En prônant, sous le couvert de très vagues considérations humanitaires, le crime de guerre que constituerait le transfert forcé des Palestiniens de Gaza hors d’une enclave ravagée par les bombardements israéliens après les massacres du 7 octobre 2023 perpétrés par le Hamas, Donald Trump franchit un pas supplémentaire dans cet alignement. Il fait désormais sienne la vision du conflit israélo-palestinien développée par l’extrême droite raciste et suprémaciste israélienne.
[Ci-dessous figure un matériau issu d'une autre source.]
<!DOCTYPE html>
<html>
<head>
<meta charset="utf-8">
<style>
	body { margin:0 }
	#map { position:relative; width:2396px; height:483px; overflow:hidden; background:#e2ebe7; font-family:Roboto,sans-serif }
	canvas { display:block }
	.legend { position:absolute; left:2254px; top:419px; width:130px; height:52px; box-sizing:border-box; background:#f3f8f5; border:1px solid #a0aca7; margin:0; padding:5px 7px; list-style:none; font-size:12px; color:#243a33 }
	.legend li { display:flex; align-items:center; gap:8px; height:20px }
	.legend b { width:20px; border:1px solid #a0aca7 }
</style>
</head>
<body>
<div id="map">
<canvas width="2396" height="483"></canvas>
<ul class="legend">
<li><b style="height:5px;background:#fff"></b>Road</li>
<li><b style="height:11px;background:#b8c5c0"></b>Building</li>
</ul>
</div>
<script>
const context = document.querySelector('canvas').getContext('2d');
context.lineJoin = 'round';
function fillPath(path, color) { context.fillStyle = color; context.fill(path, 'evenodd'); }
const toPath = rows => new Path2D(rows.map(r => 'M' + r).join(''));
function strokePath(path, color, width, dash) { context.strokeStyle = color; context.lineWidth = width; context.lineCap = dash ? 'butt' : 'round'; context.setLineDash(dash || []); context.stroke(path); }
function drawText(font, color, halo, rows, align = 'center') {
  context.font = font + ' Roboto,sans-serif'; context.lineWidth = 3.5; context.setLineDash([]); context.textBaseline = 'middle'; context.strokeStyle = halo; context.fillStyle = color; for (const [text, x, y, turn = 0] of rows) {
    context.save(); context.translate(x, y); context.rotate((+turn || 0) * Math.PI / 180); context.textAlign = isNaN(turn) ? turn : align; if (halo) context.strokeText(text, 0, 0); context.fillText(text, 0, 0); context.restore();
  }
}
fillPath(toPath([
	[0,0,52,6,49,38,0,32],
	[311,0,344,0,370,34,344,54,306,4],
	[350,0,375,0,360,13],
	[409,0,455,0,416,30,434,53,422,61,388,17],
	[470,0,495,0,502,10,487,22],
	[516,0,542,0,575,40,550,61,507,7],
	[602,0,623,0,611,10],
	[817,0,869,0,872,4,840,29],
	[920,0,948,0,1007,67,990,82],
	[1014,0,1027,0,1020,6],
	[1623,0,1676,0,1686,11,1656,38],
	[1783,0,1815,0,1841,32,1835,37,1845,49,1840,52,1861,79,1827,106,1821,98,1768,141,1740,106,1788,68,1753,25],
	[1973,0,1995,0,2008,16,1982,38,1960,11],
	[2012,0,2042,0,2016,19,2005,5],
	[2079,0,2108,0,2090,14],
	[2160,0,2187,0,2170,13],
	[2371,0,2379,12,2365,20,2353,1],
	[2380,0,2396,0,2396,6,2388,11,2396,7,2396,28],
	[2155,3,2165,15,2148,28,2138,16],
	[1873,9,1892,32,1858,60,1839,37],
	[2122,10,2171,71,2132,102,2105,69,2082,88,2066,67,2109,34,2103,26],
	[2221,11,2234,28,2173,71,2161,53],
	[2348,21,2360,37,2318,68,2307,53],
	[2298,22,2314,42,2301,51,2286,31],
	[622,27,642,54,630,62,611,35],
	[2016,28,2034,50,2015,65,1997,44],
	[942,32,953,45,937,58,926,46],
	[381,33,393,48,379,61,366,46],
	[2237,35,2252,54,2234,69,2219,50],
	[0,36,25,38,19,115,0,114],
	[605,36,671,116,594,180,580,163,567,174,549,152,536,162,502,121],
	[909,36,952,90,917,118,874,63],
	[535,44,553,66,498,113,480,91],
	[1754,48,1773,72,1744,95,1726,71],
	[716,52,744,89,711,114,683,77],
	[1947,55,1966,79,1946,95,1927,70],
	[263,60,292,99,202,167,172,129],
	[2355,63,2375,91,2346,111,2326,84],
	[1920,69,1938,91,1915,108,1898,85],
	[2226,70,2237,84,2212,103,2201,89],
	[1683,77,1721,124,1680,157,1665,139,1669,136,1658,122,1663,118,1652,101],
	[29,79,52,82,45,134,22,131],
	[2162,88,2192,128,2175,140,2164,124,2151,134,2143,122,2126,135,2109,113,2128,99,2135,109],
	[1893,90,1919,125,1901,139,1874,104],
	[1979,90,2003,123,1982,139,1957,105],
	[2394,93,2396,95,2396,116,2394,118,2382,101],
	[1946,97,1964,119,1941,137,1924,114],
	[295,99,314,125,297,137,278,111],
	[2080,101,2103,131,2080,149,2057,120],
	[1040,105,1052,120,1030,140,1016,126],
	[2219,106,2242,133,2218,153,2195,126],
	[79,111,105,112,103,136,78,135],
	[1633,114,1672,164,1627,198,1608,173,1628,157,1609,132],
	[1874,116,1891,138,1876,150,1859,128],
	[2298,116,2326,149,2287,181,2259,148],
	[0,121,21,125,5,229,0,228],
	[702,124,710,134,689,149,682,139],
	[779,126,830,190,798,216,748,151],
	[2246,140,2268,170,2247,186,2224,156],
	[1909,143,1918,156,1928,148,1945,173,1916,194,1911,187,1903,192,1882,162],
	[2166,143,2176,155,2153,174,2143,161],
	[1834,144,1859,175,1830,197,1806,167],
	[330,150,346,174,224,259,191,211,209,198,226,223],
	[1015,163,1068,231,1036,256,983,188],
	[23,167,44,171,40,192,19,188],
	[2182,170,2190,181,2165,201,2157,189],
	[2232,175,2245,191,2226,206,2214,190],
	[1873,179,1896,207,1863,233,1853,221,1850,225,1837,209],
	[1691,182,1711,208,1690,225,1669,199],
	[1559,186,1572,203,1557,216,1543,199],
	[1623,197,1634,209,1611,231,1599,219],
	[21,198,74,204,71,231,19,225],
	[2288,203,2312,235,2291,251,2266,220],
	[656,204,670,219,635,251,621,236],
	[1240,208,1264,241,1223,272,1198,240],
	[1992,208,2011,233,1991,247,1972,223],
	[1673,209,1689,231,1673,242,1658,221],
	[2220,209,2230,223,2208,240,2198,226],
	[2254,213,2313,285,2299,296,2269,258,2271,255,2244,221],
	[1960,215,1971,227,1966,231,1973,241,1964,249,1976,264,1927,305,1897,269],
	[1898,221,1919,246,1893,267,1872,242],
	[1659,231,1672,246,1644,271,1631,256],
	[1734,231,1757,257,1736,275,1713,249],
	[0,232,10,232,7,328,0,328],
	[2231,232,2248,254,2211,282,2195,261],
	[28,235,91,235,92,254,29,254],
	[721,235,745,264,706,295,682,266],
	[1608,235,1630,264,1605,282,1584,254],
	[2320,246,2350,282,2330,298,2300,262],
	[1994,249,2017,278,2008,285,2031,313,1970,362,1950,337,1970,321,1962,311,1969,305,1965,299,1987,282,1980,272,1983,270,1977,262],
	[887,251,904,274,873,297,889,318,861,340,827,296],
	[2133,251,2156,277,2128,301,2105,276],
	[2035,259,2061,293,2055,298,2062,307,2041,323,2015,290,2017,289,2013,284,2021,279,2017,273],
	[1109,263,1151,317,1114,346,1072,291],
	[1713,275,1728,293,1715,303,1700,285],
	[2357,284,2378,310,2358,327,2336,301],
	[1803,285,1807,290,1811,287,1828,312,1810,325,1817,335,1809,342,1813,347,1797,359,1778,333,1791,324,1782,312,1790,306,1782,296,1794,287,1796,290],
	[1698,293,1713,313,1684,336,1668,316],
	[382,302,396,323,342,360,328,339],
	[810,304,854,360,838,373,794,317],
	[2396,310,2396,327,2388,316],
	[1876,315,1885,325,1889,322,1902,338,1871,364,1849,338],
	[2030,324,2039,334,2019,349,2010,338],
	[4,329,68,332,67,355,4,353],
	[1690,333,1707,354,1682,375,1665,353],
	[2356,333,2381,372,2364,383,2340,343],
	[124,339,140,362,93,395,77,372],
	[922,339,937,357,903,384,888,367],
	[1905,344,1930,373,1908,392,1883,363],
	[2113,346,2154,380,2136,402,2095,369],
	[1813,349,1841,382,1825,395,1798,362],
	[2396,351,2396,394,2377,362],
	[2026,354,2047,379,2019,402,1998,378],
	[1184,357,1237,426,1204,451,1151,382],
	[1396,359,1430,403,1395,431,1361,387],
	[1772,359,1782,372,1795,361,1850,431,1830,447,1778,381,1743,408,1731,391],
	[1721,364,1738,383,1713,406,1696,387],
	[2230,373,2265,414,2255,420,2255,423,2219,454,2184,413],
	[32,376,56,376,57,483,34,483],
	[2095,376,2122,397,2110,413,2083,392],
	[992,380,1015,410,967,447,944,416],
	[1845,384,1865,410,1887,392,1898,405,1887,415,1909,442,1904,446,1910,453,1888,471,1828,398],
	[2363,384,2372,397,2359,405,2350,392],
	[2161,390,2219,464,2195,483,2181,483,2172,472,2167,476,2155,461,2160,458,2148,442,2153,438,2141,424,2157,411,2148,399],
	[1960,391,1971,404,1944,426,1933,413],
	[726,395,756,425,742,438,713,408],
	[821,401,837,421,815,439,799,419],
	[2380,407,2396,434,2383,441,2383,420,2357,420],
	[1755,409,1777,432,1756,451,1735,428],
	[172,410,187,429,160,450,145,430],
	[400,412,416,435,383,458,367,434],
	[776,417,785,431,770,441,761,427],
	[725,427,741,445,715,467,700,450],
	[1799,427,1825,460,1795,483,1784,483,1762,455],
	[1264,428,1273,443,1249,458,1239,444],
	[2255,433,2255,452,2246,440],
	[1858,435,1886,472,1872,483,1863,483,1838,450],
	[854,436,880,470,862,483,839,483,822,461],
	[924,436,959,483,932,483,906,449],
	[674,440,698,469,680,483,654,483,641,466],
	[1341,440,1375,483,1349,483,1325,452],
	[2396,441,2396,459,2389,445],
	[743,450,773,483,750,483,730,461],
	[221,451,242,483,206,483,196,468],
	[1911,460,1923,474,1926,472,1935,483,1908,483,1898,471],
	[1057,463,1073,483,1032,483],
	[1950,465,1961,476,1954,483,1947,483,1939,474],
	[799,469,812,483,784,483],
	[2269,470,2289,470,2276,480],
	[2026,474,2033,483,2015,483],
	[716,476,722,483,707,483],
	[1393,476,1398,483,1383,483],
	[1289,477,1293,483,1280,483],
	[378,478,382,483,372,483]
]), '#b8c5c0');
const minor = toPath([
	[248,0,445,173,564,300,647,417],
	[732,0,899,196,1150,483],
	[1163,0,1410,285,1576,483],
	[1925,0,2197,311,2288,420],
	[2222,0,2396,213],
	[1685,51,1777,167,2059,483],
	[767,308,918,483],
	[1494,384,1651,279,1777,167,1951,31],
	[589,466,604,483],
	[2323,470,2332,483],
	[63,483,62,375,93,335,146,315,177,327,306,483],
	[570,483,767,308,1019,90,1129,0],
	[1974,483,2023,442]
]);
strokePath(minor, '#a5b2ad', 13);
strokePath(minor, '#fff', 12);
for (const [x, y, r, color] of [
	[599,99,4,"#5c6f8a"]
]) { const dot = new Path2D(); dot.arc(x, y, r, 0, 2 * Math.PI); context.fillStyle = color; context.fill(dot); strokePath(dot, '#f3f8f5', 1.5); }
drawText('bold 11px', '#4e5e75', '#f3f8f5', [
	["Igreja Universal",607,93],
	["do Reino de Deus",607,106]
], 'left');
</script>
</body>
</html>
D’autant que le coup de théâtre concernant Gaza pourrait être accompagné prochainement, selon le républicain, par une prise de position à propos d’éventuelles annexions massives en Cisjordanie occupée.

Un néo-impérialisme botté

En refusant aux Palestiniens le droit légitime à l’autodétermination sur la terre qui est aujourd’hui la leur, Donald Trump fait donc d’un négationnisme la doctrine officielle de la première puissance mondiale. Il doit être mis en échec. Une paix durable ne peut être obtenue que par le compromis, pas par l’écrasement d’un peuple, si faible soit-il. Un tel projet évidemment cataclysmique pour les Palestiniens déchaînerait un dangereux messianisme israélien. Ni les uns ni les autres n’y gagneraient.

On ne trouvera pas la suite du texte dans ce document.